What you should do
Repeat word for word the lines from the top of the records through the line containing "position:relative; flex:1; overflow:hidden", and skip the pictures.

Recorded data
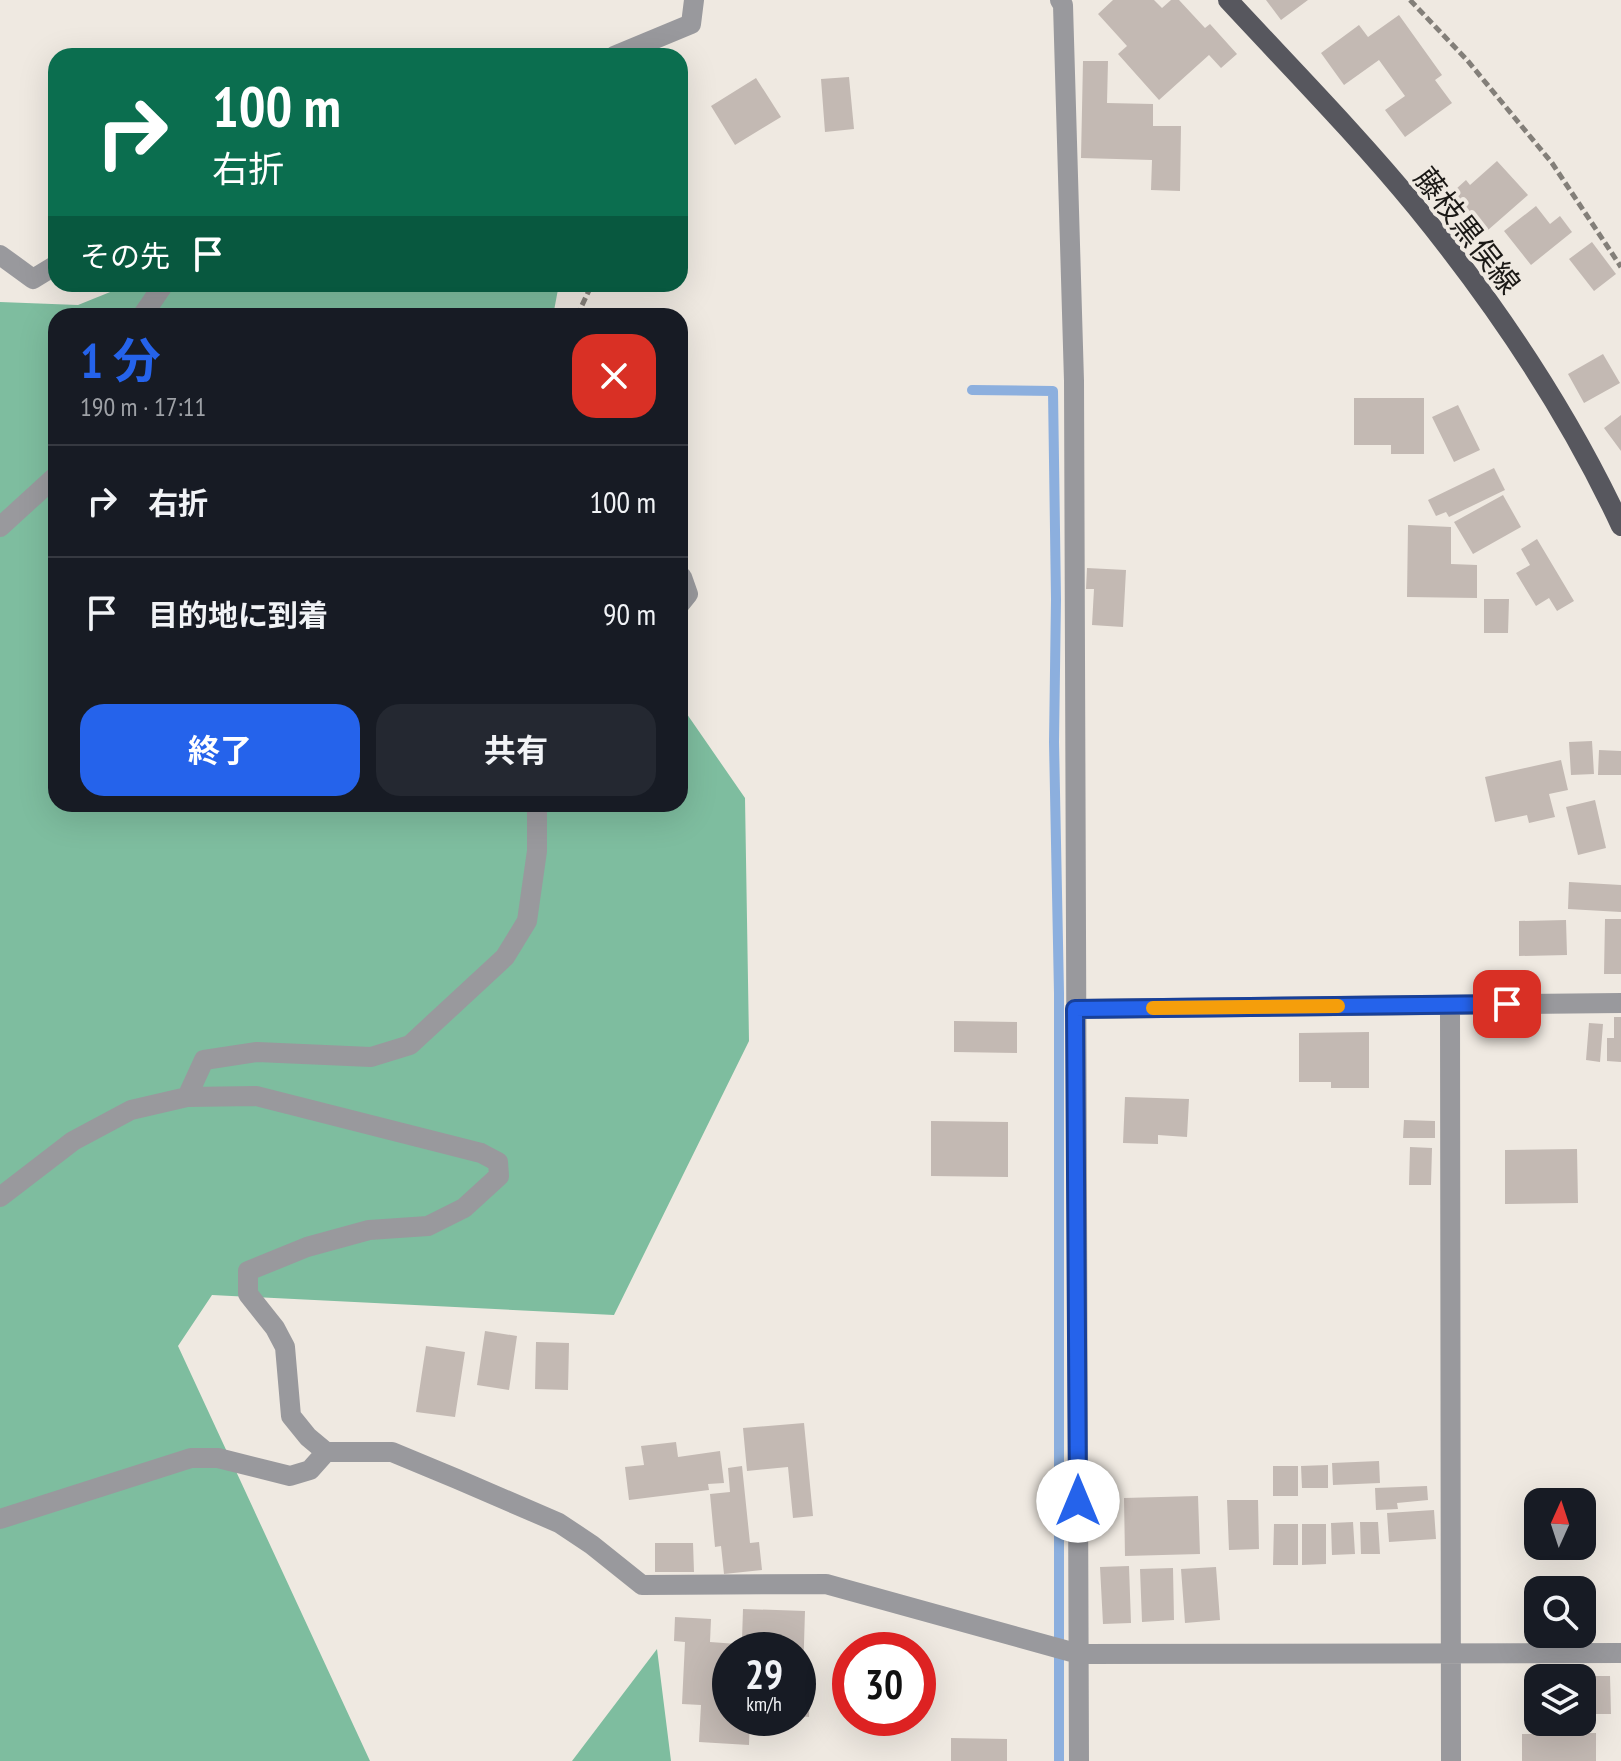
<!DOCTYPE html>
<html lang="ja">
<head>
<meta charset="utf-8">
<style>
  :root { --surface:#171b24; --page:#242831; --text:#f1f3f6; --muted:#9ea1a6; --line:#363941; --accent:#2563eb }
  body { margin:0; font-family:"PT Sans Narrow","Noto Sans JP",sans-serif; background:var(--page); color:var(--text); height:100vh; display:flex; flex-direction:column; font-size:30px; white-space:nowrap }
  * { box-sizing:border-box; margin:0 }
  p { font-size:26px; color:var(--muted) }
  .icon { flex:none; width:44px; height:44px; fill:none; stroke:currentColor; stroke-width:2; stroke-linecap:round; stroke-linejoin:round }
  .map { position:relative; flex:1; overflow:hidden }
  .drawer { position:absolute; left:48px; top:308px; width:640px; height:504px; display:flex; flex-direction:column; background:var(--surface); border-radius:24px; box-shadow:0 8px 32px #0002 }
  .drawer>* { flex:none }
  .top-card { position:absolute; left:48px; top:48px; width:640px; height:244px; border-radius:24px; box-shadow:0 8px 32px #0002; background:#0b6e4f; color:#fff; overflow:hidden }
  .needle { width:52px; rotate:3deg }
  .controls { position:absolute; left:1524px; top:1488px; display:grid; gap:16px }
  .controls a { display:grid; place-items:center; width:72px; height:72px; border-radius:16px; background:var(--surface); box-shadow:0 8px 32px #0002; font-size:40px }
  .speed { position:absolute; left:712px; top:1632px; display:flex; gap:16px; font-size:40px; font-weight:700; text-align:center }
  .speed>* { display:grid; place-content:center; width:104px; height:104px; border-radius:50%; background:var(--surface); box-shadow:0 8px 32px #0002; line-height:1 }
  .speed small { font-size:20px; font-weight:400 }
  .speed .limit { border:12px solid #d22; background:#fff; color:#111 }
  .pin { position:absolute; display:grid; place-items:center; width:68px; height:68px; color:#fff; margin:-34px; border-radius:16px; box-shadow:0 4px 12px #0006 }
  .me { position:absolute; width:88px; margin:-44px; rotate:0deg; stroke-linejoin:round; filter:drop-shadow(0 0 6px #0008) }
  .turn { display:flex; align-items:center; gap:28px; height:168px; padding:0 32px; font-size:36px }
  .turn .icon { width:104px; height:104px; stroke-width:2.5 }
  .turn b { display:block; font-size:56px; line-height:68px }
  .then { display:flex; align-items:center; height:76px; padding:0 32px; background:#0003; gap:16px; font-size:30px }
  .round { display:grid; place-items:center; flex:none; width:84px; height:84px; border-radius:24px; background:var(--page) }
  .headline { display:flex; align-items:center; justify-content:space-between; height:136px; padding:0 32px }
  h1 { font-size:48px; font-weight:700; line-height:60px; color:var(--accent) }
  .button { display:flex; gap:16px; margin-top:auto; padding:16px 32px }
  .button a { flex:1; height:92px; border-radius:24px; background:var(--accent); color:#fff; font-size:32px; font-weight:700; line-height:92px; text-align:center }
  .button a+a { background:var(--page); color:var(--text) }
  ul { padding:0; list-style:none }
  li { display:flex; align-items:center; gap:24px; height:112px; padding:0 32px; border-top:2px solid var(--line) }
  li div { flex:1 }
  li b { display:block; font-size:30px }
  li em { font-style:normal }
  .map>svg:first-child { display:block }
  .forest { fill:#7ebd9f }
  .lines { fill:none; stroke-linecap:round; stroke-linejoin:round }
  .stream { stroke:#8cafde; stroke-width:10 }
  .building { fill:#c3b9b3 }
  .path { stroke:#837f79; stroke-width:5; stroke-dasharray:8 4; stroke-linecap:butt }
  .street { stroke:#99999d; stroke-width:20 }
  .primary { stroke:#57575e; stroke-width:20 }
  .route-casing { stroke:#184099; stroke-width:20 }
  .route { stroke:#2563eb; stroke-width:14 }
  .slow { stroke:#f59e0b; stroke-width:14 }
  .labels { text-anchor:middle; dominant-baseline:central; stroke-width:8; stroke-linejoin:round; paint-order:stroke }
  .street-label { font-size:30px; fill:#1b1916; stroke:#efe9e1 }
</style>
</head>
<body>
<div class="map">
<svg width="1621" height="1761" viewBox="0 0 1621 1761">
  <rect width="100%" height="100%" fill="#efe9e1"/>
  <path class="forest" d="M130,284H559L553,316H56V804H680V704L745,798L749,1041L614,1315L212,1295L178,1346L370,1761H0V302L78,305Z
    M657,1649L671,1761H572Z"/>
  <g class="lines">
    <path class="stream" d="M972,390L1053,391L1056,599L1054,742L1059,993V1761"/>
  </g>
  <path class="building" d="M1113,0H1154L1162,8L1171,0H1179L1205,28L1210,24L1237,54L1221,68L1209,55L1159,100L1118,54L1127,46L1098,14Z
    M1266,0H1308L1281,20Z
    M1399,15L1442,75L1435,80L1452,103L1405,137L1385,110L1405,96L1379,60L1344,85L1321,53L1359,25L1368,37Z
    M1083,61H1108L1107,103L1153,104V126H1181L1180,191L1151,190L1152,160L1081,158Z
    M849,77L854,129L825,132L821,79Z
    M756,78L781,117L735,145L711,106Z
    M1497,161L1528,195L1480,237L1446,198L1466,180L1470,185Z
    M1536,206L1550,224L1560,216L1572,232L1531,265L1504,231Z
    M1592,242L1616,274L1594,291L1569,259Z
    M1603,354L1620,383L1584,403L1568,374Z
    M1354,398H1424V454H1391V445H1354Z
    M1458,405L1480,450L1454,462L1432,417Z
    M1621,415V451L1604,428Z
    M1494,468L1505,490L1449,517L1446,512L1436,516L1428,500Z
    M1503,495L1521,527L1473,554L1454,522Z
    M1408,525L1451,527V564L1477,565V598L1407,597Z
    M1537,539L1574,601L1557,611L1549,598L1536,606L1516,573L1530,565L1521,549Z
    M1087,568L1126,570L1123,627L1092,625L1094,589H1086Z
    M1484,599H1509L1508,633H1484Z
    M1592,741L1594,774L1571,775L1569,742Z
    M1599,750L1621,751V775H1598Z
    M1561,760L1568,790L1549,794L1555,817L1529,823L1527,815L1495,822L1485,777Z
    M1595,800L1606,848L1578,855L1566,807Z
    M1569,882L1621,885V912L1568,909Z
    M1605,919H1621V974H1604Z
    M1566,920L1567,955L1519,956V921Z
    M1614,1017H1621V1062L1607,1061V1038H1614Z
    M954,1021L1017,1022V1053L954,1052Z
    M1589,1023L1603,1024L1600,1062L1586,1060Z
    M1369,1032V1088H1331V1082H1299V1033Z
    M1125,1097L1189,1099L1187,1137L1158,1135V1144L1123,1143Z
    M1404,1120L1435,1121V1138H1403Z
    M931,1121L1008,1122V1177L931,1176Z
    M1410,1147L1432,1148L1431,1185H1409Z
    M1577,1149L1578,1203L1505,1204V1150Z
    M485,1331L517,1336L509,1390L477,1385Z
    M536,1342L569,1343L568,1390L535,1389Z
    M426,1346L465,1352L455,1417L416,1412Z
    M804,1423L813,1516L793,1518L788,1467L747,1471L743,1428Z
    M676,1442L678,1457L720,1451L724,1483L708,1484L709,1490L629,1500L625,1467L644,1465L641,1446Z
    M1379,1461L1380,1483L1333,1485L1332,1463Z
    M1328,1465V1488H1302L1301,1466Z
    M742,1466L750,1543L759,1542L762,1570L724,1574L721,1546L715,1547L710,1494L730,1492L728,1468Z
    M1273,1466H1298V1496H1273Z
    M1427,1486L1428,1500L1397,1503L1398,1509L1376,1510L1375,1488Z
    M1198,1496L1200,1554L1125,1556L1124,1498Z
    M1227,1500H1258L1259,1549L1229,1550Z
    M1434,1510L1436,1539L1389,1542L1387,1513Z
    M1353,1522L1355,1554L1332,1555L1331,1523Z
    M1360,1522H1378L1380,1554H1361Z
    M1274,1524H1298V1565H1273Z
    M1302,1524H1326V1564L1302,1565Z
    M655,1543H693L694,1572H655Z
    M1129,1566L1131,1623L1103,1624L1100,1567Z
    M1216,1567L1220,1620L1185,1623L1181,1569Z
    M1173,1568L1174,1620L1142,1622L1140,1569Z
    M743,1609L805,1611L803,1676H798V1650H756L757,1641L742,1640Z
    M675,1617L711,1619L710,1642L737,1644L736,1650H730V1718H750L749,1745L699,1742L701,1705L682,1704L685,1642L674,1641Z
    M918,1656H923L922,1713H918Z
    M1583,1665V1676H1610L1611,1714H1582V1678H1545L1544,1666Z
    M798,1683H810L809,1717L798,1716Z
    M1596,1733V1761H1522V1734Z
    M951,1738L1007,1739V1761H951Z"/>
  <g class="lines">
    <path class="path" d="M1410,0L1467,60L1552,163L1621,267
      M680,98L685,128L680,150
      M577,316L592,284"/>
    <path class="street" d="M1060,0L1063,5L1074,381L1079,1761
      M614,56L691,24L694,0
      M0,255L33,279L56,265
      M142,316L164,284
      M0,527L56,476
      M680,604L688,594L682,577
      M1450,1005L1451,1761
      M1075,1009L1621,1003
      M187,1097L256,1096L481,1153L498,1162L499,1176L464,1208L428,1226L369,1230L307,1247L248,1271V1294L275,1328L285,1347L291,1416L308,1437L326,1452H392L457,1479L559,1523L592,1545L642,1585L826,1584L1079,1654L1621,1653
      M0,1197L73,1141L131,1110L187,1097L204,1060L257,1052L371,1057L410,1045L505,957L527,921L537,851V804
      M0,1519L191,1458H218L290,1476L310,1470L326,1452"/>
    <path class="primary" d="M1228,0C1291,68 1358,136 1417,208C1496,305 1568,412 1621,526"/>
  </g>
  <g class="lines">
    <defs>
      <path id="route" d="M1078,1501L1075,1009L1507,1004"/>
    </defs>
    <use href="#route" class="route-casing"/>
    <use href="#route" class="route"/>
    <path class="slow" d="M1153,1008L1338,1006"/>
  </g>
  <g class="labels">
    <g class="street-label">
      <text transform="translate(1468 230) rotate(52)">藤枝黒俣線</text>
    </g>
  </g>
</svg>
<div class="controls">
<a><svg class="needle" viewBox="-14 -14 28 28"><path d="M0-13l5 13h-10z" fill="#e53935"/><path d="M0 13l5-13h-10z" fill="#9ea1a6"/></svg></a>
<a><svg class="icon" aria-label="search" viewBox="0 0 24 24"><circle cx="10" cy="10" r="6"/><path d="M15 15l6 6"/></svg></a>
<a><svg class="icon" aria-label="layers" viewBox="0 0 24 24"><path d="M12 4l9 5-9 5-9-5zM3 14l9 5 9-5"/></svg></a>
</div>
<div class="speed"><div>29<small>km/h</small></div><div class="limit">30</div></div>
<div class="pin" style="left:1507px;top:1004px;background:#d93025"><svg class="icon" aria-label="arrive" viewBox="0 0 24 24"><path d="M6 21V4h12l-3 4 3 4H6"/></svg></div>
<svg class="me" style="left:1078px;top:1501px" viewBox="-20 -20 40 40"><circle r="19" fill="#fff"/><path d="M0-13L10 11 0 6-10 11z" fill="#2563eb"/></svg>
<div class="top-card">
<div class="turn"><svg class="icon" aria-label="right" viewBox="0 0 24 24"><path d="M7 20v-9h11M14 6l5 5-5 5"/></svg><div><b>100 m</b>右折</div></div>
<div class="then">その先<svg class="icon" aria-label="arrive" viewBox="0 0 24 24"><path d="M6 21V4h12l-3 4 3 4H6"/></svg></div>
</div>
<section class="drawer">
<div class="headline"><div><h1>1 分</h1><p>190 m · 17:11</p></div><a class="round" style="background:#d93025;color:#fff"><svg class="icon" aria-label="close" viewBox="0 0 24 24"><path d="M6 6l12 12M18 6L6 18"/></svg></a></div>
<ul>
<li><svg class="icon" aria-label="right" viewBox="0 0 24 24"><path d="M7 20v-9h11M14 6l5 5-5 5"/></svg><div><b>右折</b></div><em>100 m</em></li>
<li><svg class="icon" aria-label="arrive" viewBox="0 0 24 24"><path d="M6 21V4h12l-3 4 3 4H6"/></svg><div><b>目的地に到着</b></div><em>90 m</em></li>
</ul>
<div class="button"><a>終了</a><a>共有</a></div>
</section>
</div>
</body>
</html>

Exercise response
<!DOCTYPE html>
<html lang="ja">
<head>
<meta charset="utf-8">
<style>
  :root { --surface:#171b24; --page:#242831; --text:#f1f3f6; --muted:#9ea1a6; --line:#363941; --accent:#2563eb }
  body { margin:0; font-family:"PT Sans Narrow","Noto Sans JP",sans-serif; background:var(--page); color:var(--text); height:100vh; display:flex; flex-direction:column; font-size:30px; white-space:nowrap }
  * { box-sizing:border-box; margin:0 }
  p { font-size:26px; color:var(--muted) }
  .icon { flex:none; width:44px; height:44px; fill:none; stroke:currentColor; stroke-width:2; stroke-linecap:round; stroke-linejoin:round }
  .map { position:relative; flex:1; overflow:hidden }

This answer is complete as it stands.